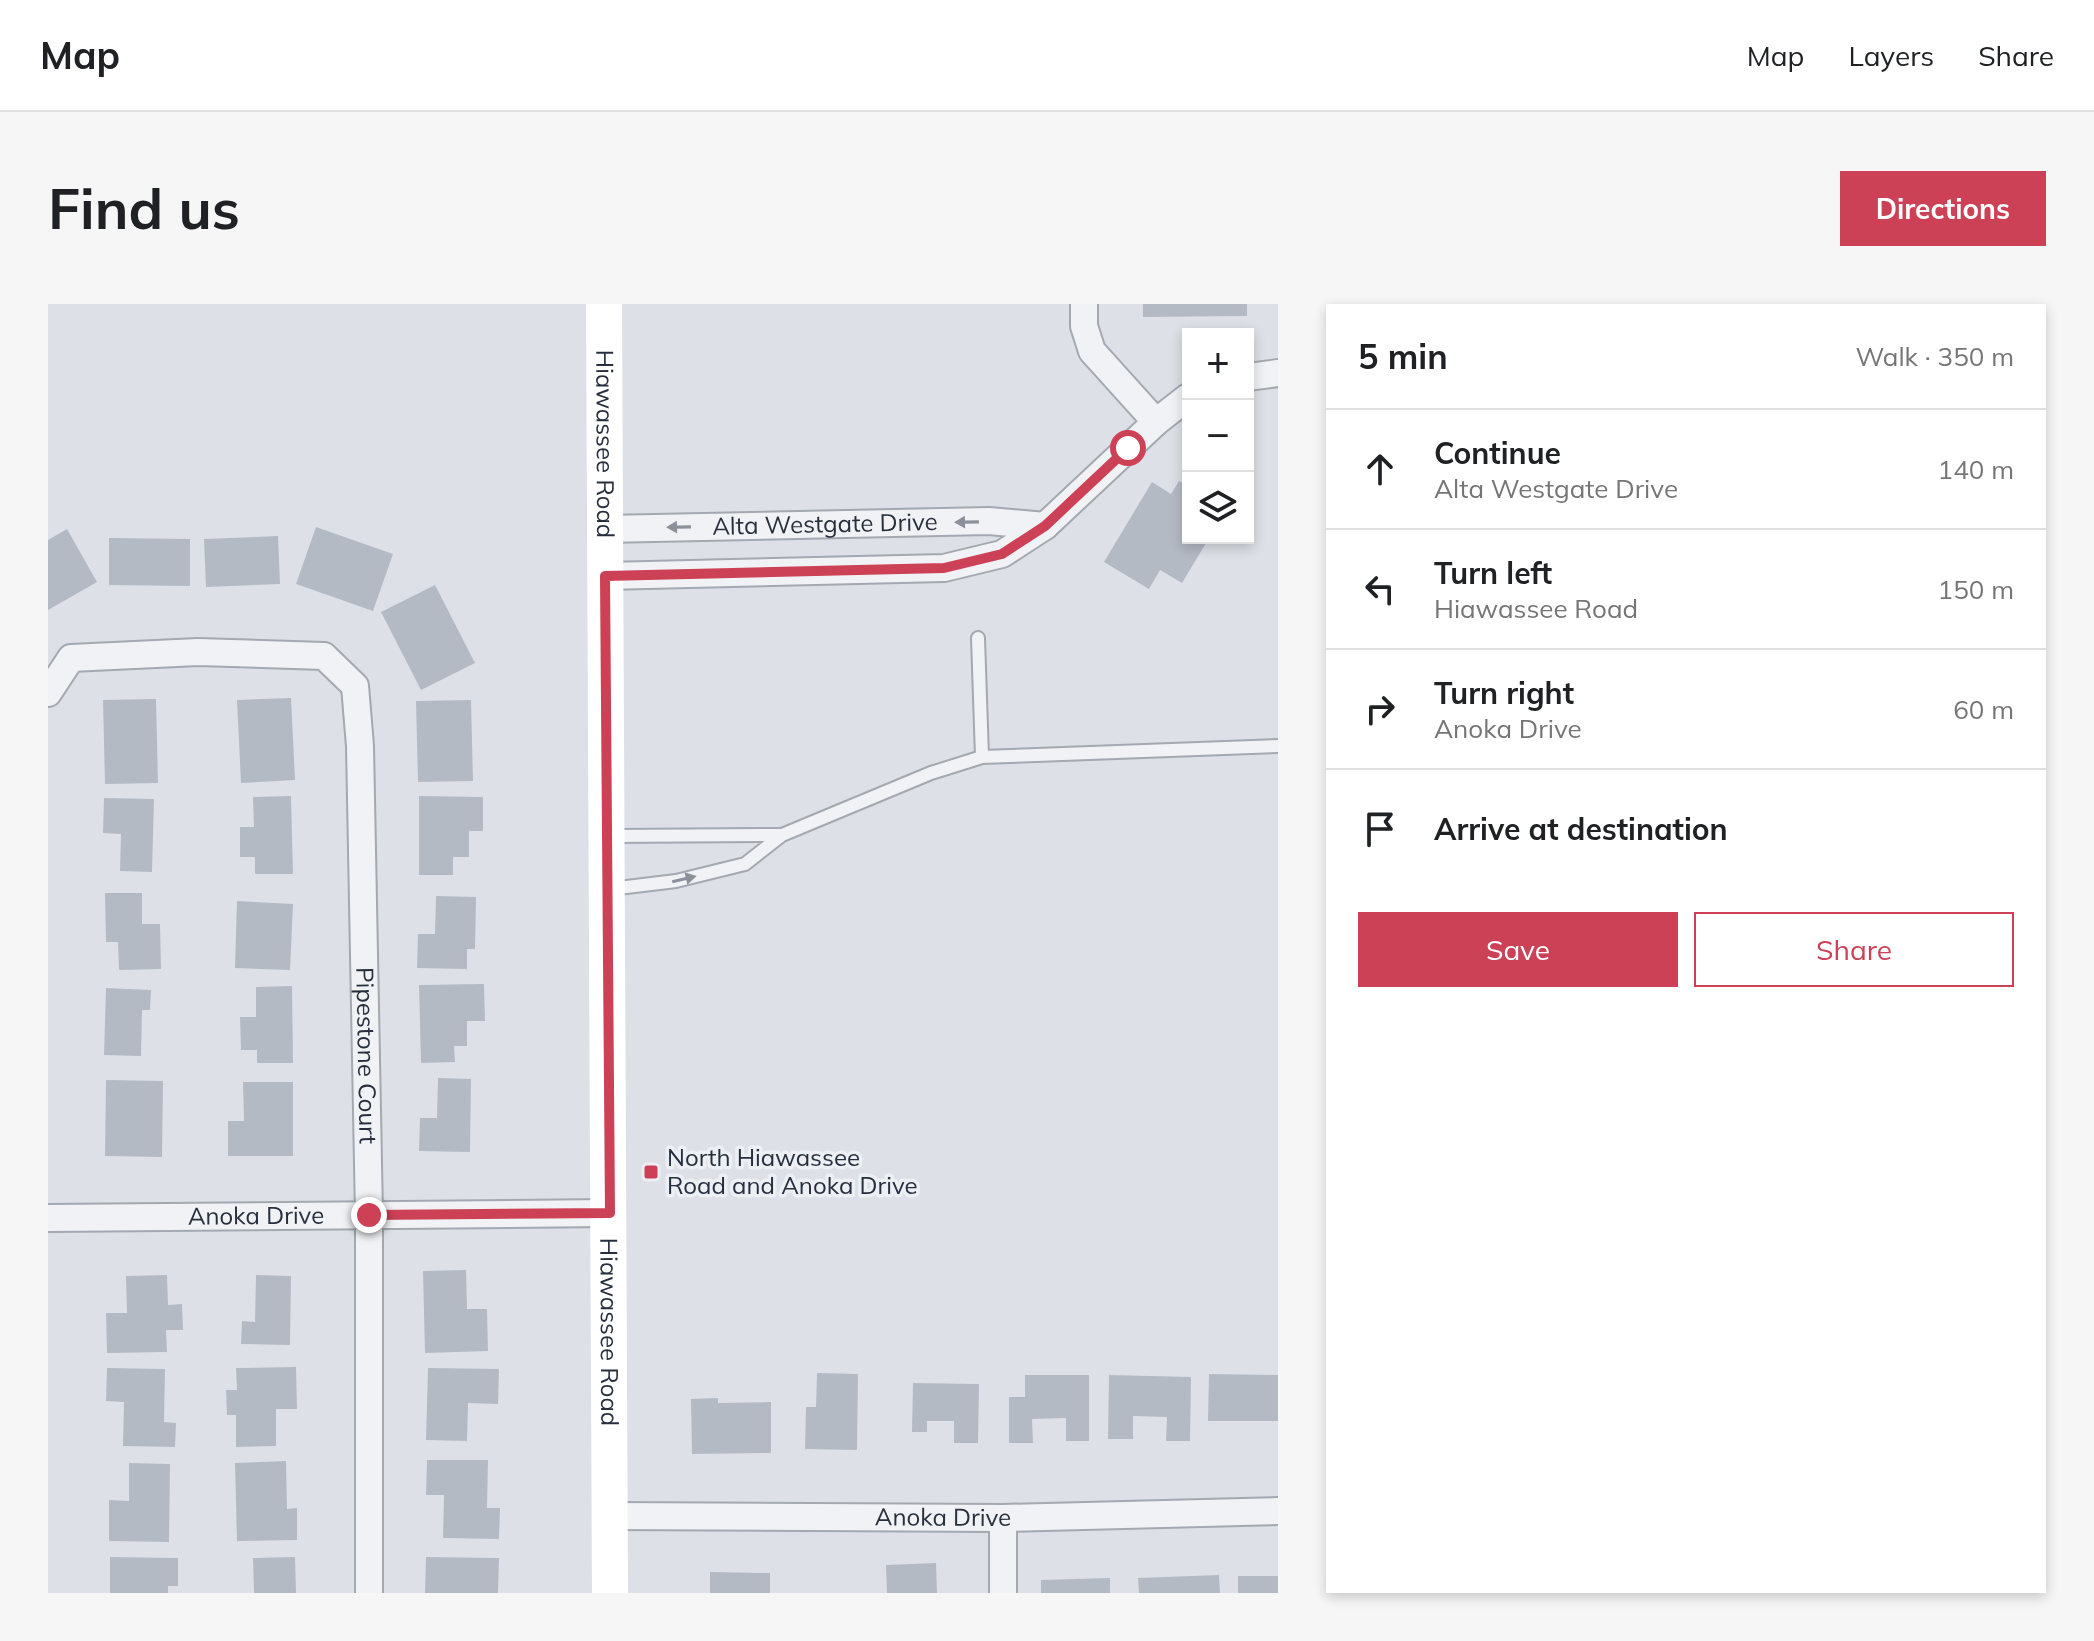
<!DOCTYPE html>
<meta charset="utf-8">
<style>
body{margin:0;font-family:Mulish,sans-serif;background:#f6f6f6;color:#202124}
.controls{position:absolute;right:24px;top:24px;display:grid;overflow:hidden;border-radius:0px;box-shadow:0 4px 12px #0003}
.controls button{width:72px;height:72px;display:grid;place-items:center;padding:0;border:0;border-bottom:2px solid #e0e0e0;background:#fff;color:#202124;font:40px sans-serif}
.stop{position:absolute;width:24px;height:24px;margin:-18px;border:6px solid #cd4156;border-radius:50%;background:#fff}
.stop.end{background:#cd4156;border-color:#fff;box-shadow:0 2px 8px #0008}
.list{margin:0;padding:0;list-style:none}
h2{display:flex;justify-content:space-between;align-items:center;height:104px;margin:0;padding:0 32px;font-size:34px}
h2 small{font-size:26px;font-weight:400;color:#757577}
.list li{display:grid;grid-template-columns:52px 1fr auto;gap:24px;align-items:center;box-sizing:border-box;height:120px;padding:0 32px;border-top:2px solid #e0e0e0}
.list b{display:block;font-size:30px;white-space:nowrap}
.list p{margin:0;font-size:26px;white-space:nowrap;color:#757577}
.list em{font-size:26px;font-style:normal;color:#757577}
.actions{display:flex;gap:16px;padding:24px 32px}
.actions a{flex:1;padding:18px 0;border:2px solid #cd4156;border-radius:0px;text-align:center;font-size:28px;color:#cd4156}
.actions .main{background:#cd4156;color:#fff}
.icon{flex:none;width:44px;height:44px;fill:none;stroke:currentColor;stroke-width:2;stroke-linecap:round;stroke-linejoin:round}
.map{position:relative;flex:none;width:1230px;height:1289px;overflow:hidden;border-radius:0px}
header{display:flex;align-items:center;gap:48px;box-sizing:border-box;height:112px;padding:0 40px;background:#fff;border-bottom:2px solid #e0e0e0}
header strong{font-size:38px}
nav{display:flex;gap:44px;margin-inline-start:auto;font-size:28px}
.intro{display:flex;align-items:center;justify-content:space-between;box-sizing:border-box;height:192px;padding:0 48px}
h1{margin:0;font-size:56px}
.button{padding:20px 36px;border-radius:0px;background:#cd4156;color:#fff;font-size:28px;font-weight:700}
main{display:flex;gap:48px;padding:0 48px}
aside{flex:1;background:#fff;border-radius:0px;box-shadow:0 4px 12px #0003}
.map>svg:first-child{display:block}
.building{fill:#b4bac4}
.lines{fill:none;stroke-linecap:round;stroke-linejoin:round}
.lane-casing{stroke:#a3a8b1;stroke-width:16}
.street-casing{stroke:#a3a8b1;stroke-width:30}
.lane{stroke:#f0f2f5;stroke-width:12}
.street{stroke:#f0f2f5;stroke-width:26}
.secondary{stroke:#fff;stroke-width:36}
.oneway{fill:#8c909a}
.route{stroke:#cd4156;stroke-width:10}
.poi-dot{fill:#cd4156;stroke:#ecf0f5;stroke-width:3}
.labels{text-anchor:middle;stroke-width:7;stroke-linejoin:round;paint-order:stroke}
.street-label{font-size:24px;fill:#272f3e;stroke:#ecf0f5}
.poi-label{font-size:24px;fill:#272f3e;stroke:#ecf0f5;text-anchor:start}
</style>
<header>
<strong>Map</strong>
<nav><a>Map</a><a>Layers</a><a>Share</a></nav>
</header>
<div class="intro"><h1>Find us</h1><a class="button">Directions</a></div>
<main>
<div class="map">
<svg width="1230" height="1289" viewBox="0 0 1230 1289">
<rect width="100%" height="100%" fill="#dde1e7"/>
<path class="building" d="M1095,0H1199V12L1095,13Z
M1131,177L1140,182V234H1161L1134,279L1112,266L1101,285L1056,258L1104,178L1123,190Z
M268,223L345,250L325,307L248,280Z
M19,225L49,278L0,306V236Z
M230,232L232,280L158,283L156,235Z
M61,234L142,235V282L61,281Z
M387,281L427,359L373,386L333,308Z
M243,394L247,476L193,479L189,396Z
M108,395L110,479L57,480L55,396Z
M423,396L425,477L370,478L368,397Z
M243,492L245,570H207V553H192V523H206L205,493Z
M371,492L435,493V527H421V553H405V571H371Z
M56,494L106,495L104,568L72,567L73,530L55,529Z
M57,589H94V620H112L113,665L71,666L70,638H58Z
M388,592L428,593L427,645H419V665L369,664L370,630H387Z
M189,597L245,600L242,666L187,664Z
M436,680L437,717H419V742H406L407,758L373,759L371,681Z
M244,682L245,759H209V746H193L192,713H208V683Z
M58,684L103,686L102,706H94L93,752L56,751Z
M390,774L423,775L422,848L371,847L372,814H389Z
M58,776L115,777L114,853L57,852Z
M195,778H245V852H180V817H196Z
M418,966L419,1005H439L440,1047L377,1049L375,967Z
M119,971L120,1001L134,1000L135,1026H118L119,1048L59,1049L58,1009H79L78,972Z
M208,971L243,972L242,1041L193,1040L194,1017L207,1018Z
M248,1063L249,1105H228V1142L188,1143V1111H179L178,1086H189L188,1064Z
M59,1064L117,1065L116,1118L128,1119L127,1143L75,1142L76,1098L58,1097Z
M380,1064L451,1065L450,1100L420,1099L419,1137L378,1136Z
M769,1069L810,1070L809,1146L757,1145L758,1103H768Z
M1161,1070L1230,1071V1117H1160Z
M977,1071H1041V1137H1018V1114L984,1115L985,1139H961V1093H977Z
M1061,1071L1143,1073L1142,1137H1118L1119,1113L1085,1112V1135H1060Z
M865,1079L931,1080L930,1139H906V1117H879V1128H864Z
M670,1094V1099L723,1098V1149L644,1150L643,1095Z
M379,1156H440L439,1204H452L451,1235L395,1234L396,1191H378Z
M238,1157L239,1205L249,1204V1236L189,1237L187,1159Z
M81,1159L122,1160L121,1238L61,1237V1196L81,1197Z
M62,1253L130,1254V1282H120V1289H62Z
M247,1253L248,1289H206L205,1254Z
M378,1253L451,1254L450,1289H377Z
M888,1259L889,1289H839L838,1261Z
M662,1268L722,1269V1289H662Z
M1171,1271L1172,1289H1091L1090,1274Z
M1190,1272H1230V1289H1190Z
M1062,1274V1289H993V1276Z"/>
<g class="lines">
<g class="lane-casing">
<path id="lane" d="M930,334L934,453
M561,532L734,531
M562,585L628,577L697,560L734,531L883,469L934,453L1230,442"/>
</g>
<g class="street-casing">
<g id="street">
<path d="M1036,0V22L1044,47L1108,118"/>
<path d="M1200,73L1230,69"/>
<path id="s1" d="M557,225L941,217L997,222"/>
<path d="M557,272L896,264L954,250L997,222L1108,118L1140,93"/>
<path id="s2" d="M0,389L23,354L150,348L276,352L307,382L312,442L321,911V1289"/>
<path id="s3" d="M0,914L562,909"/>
<path id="s4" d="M561,1212L955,1214L1230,1207"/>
<path d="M955,1214V1289"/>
</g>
</g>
<use href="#lane" class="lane"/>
<use href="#street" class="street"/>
<path class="secondary" id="s5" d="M556,0L562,1289"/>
</g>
<defs><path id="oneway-solid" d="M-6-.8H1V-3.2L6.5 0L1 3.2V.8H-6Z" transform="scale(2)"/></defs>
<g class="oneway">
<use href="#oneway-solid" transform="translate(919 218) rotate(179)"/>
<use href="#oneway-solid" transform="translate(631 223) rotate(179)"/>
<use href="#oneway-solid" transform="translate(636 575) rotate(-13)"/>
</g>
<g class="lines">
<path class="route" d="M321,911L562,909L557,272L896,264L954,250L997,222L1080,144"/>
</g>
<rect class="poi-dot" x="595" y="860" width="16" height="16" rx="4"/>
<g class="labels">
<g class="street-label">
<text dy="8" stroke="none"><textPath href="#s5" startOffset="140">Hiawassee Road</textPath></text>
<text dy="8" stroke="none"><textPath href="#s1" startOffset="220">Alta Westgate Drive</textPath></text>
<text dy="8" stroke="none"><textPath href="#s2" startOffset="708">Pipestone Court</textPath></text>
<text dy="8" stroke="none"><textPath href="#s3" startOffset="208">Anoka Drive</textPath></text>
<text dy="8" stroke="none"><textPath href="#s5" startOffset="1028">Hiawassee Road</textPath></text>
<text dy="8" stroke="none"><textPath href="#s4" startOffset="334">Anoka Drive</textPath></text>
</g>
<g class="poi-label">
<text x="619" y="862">North Hiawassee<tspan x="619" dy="28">Road and Anoka Drive</tspan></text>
</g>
</g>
</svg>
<div class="controls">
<button>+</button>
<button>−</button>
<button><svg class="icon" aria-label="layers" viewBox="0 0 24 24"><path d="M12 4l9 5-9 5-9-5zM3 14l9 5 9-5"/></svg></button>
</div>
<div class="stop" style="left:1080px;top:144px"></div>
<div class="stop end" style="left:321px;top:911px"></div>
</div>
<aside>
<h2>5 min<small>Walk · 350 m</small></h2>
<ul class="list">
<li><svg class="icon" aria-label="ahead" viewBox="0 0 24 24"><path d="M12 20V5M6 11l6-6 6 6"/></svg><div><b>Continue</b><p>Alta Westgate Drive</p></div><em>140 m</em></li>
<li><svg class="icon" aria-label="left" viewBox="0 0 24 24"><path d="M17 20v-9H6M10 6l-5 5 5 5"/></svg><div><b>Turn left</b><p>Hiawassee Road</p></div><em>150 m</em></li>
<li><svg class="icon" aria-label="right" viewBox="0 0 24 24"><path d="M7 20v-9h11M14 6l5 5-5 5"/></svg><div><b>Turn right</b><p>Anoka Drive</p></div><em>60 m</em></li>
<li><svg class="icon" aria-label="arrive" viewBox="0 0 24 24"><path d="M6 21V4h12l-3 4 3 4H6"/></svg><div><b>Arrive at destination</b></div></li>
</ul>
<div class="actions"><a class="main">Save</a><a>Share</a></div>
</aside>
</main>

■ **Action item**
Copy every line above that holds the word "shadow".

■ **Task solution**
.controls{position:absolute;right:24px;top:24px;display:grid;overflow:hidden;border-radius:0px;box-shadow:0 4px 12px #0003}
.stop.end{background:#cd4156;border-color:#fff;box-shadow:0 2px 8px #0008}
aside{flex:1;background:#fff;border-radius:0px;box-shadow:0 4px 12px #0003}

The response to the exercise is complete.